Les modèles de mélange offrent en effet un cadre pertinemment flexible
pour la classification automatique “clustering”, l’un des principaux sujets
d’analyse traité dans cette thèse. Le clustering est un problème largement
étudié en statistique et en apprentissage automatique ainsi que dans beaucoup d’autres domaines connexes. Le problème de la classification automatique est abordé ici en utilisant des mélanges (Banfield and Raftery, 1993;
Celeux and Govaert, 1995; Fraley and Raftery, 1998a; McLachlan and Basford, 1988; Scott and Symons, 1981).
La classification automatique à base de modèles de mélange, en anglais
”model-based clustering”, consiste en l’estimation de densité et nécessite
donc la construction de bon estimateurs. Ce problème d’apprentissage des
modèles est étudié aussi bien dans le paradigme fréquentiste en reposant
sur l’estimation par maximum de vraisemblance en utilisant l’algorithme
1
Espérance-Maximization (EM) (e.g voir McLachlan and Krishnan (2008)),
que dans le cadre bayésien (e.g voir Stephens (1997)), en se basant sur
l’estimation par maximum a posteriori en utilisant les techniques d’échantillonnage
par Monte Carlo (MCMC) (Diebolt and Robert, 1994; Marin et al., 2005;
Neal, 1993).
Nous avons étudié le problème d’inférence des modèles de mélanges à
partir des deux points de vue, mais nous nous sommes concentrés principalement sur le paradigme bayésien.
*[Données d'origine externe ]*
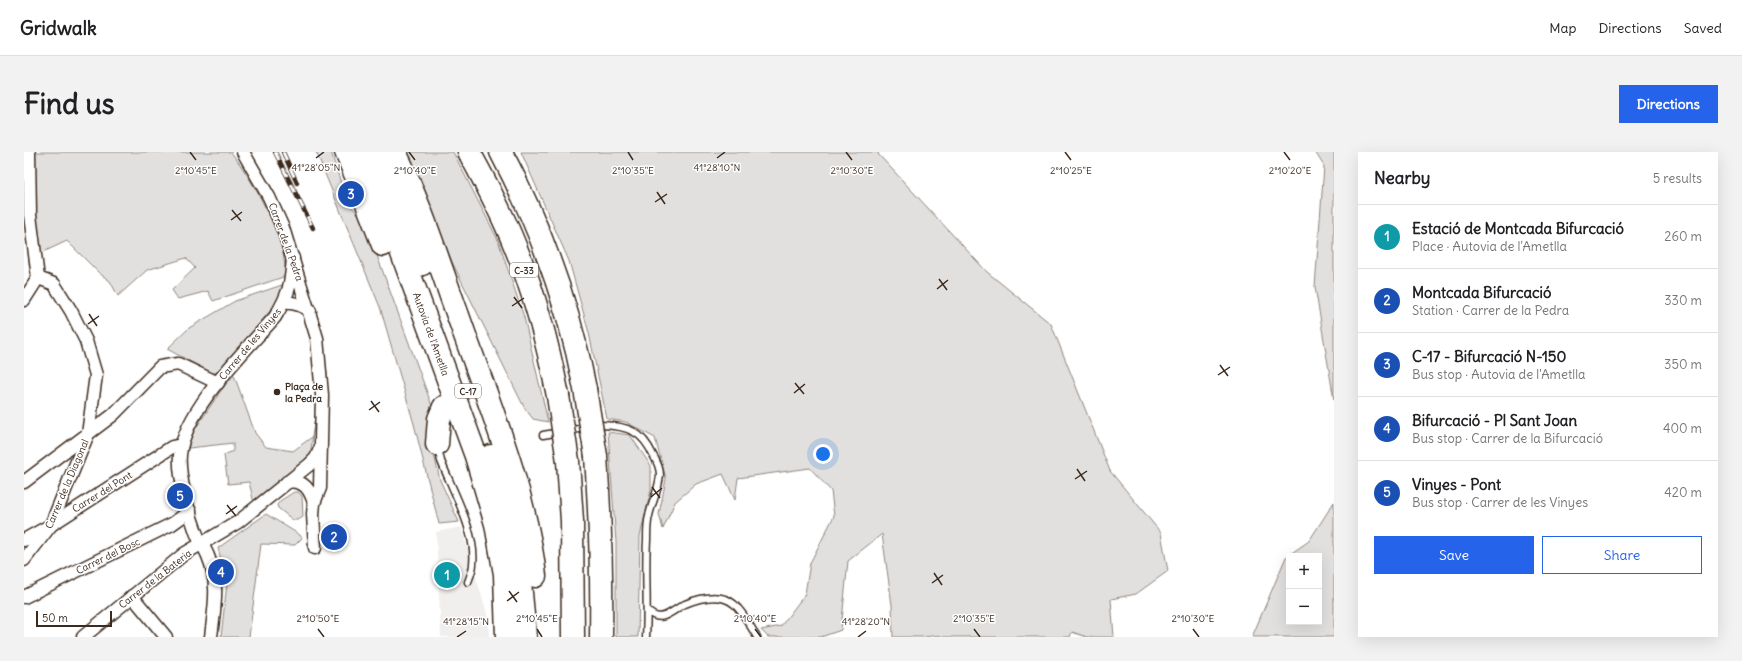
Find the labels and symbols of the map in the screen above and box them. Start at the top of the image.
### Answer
text: 41°28'05"N [292,161,340,174]
text: 41°28'10"N [693,161,741,174]
text: 2°10'45"E [175,164,217,177]
text: 2°10'40"E [394,164,436,177]
text: 2°10'35"E [612,164,654,177]
text: 2°10'30"E [831,164,874,177]
text: 2°10'25"E [1050,164,1092,177]
text: 2°10'20"E [1269,164,1311,177]
pin: 3 [338,179,364,209]
street label: Carrer de la Pedra [266,201,306,283]
road number: C-33 [510,263,538,277]
street label: Autovia de l'Ametlla [410,290,452,378]
street label: Carrer de les Vinyes [216,305,284,383]
place label: Plaça de la Pedra [285,380,324,405]
road number: C-17 [455,384,481,398]
marker: Plaça de la Pedra [272,387,282,397]
street label: Carrer de la Diagonal [42,437,92,531]
your location [813,444,833,464]
street label: Carrer del Pont [70,468,135,516]
pin: 5 [167,481,193,511]
pin: 2 [321,522,347,552]
street label: Carrer del Bosc [74,535,142,577]
street label: Carrer de la Bateria [116,546,194,611]
pin: 4 [208,557,234,587]
pin: 1 [434,560,460,590]
scale bar [36,609,112,628]
text: 2°10'50"E [297,612,340,625]
text: 2°10'45"E [516,612,558,625]
text: 2°10'40"E [734,612,776,625]
text: 2°10'35"E [953,612,995,625]
text: 2°10'30"E [1172,612,1215,625]
text: 41°28'15"N [443,615,489,628]
text: 41°28'20"N [842,615,890,628]

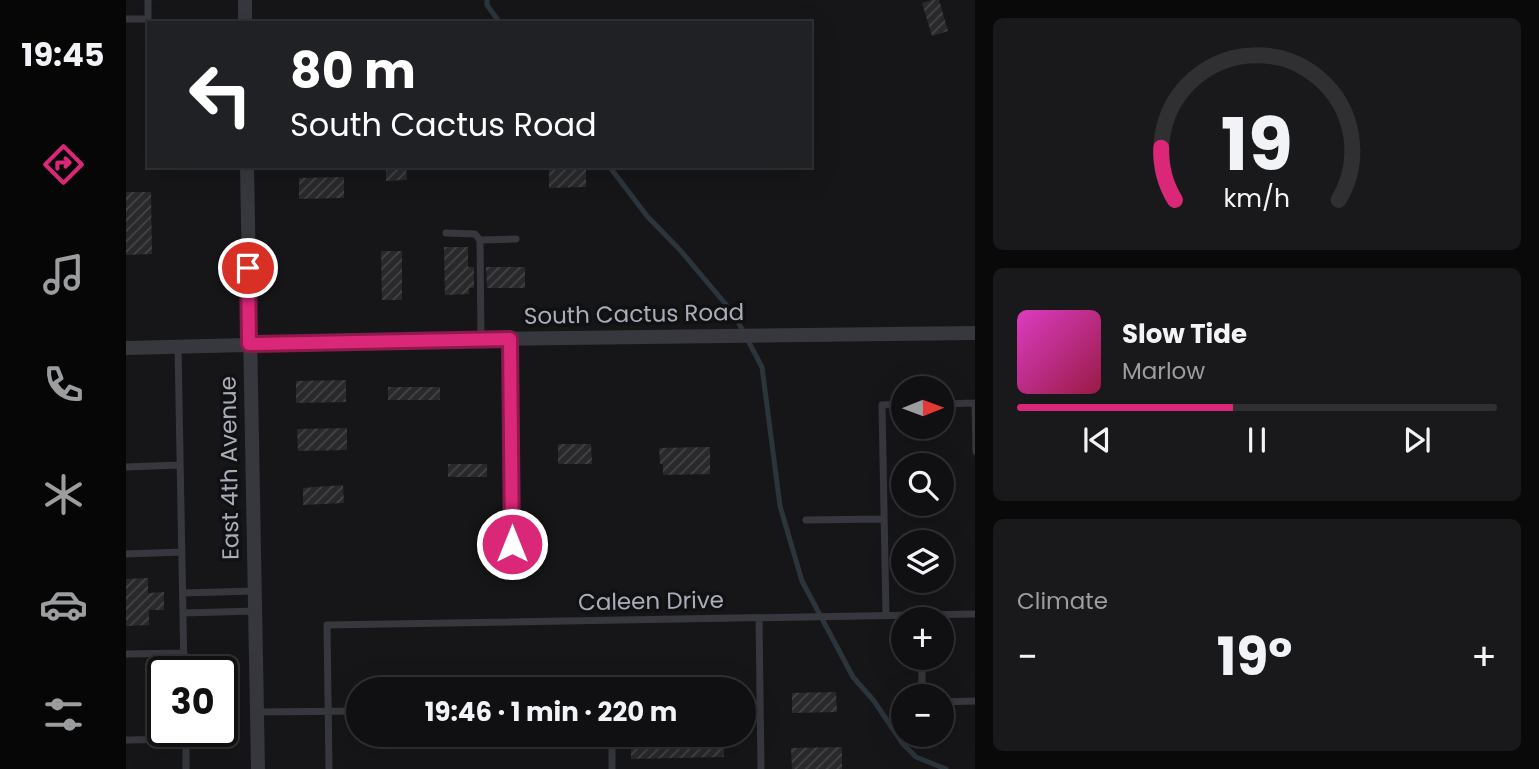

En effet, l’apprentissage des mélanges
par maximum de vraisemblance peut avoir quelques instabilités en pratique
en raison des singularités ou des dégénérescences lors de l’estimation de
paramètres (Fraley and Raftery, 2007a, 2005; Ormoneit and Tresp, 1998;
Snoussi and Mohammad-Djafari, 2000, 2005; Stephens, 1997). La régularisation
bayésienne offre une bonne alternative, même si elle est également confrontée
à des difficultés pratiques, liées principalement à un coût de calcul qui peut
être très significatif en particulier à grande échelle. L’estimation bayésienne
offre aussi dans son extension non-paramétrique (Hjort et al., 2010; Navarro
et al., 2006; Neal, 2000; Orbanz and Teh, 2010; Rasmussen, 2000), un cadre
bien établi à d’autres problématiques pour les modèles de mélange, en
particulier la sélection et la comparaison des modèles. L’approche nonparamétrique offre en effet une bonne alternative au problème de sélection
de modèle en estimant simultanément le modèle et le nombre de ses composantes à partir des données. Ceci est une alternative à ce qui est classiquement utilisé dans les mélanges finis en choix de modèle, à savoir l’utilisation
de critères d’information tels que le critère d’information bayésien (BIC)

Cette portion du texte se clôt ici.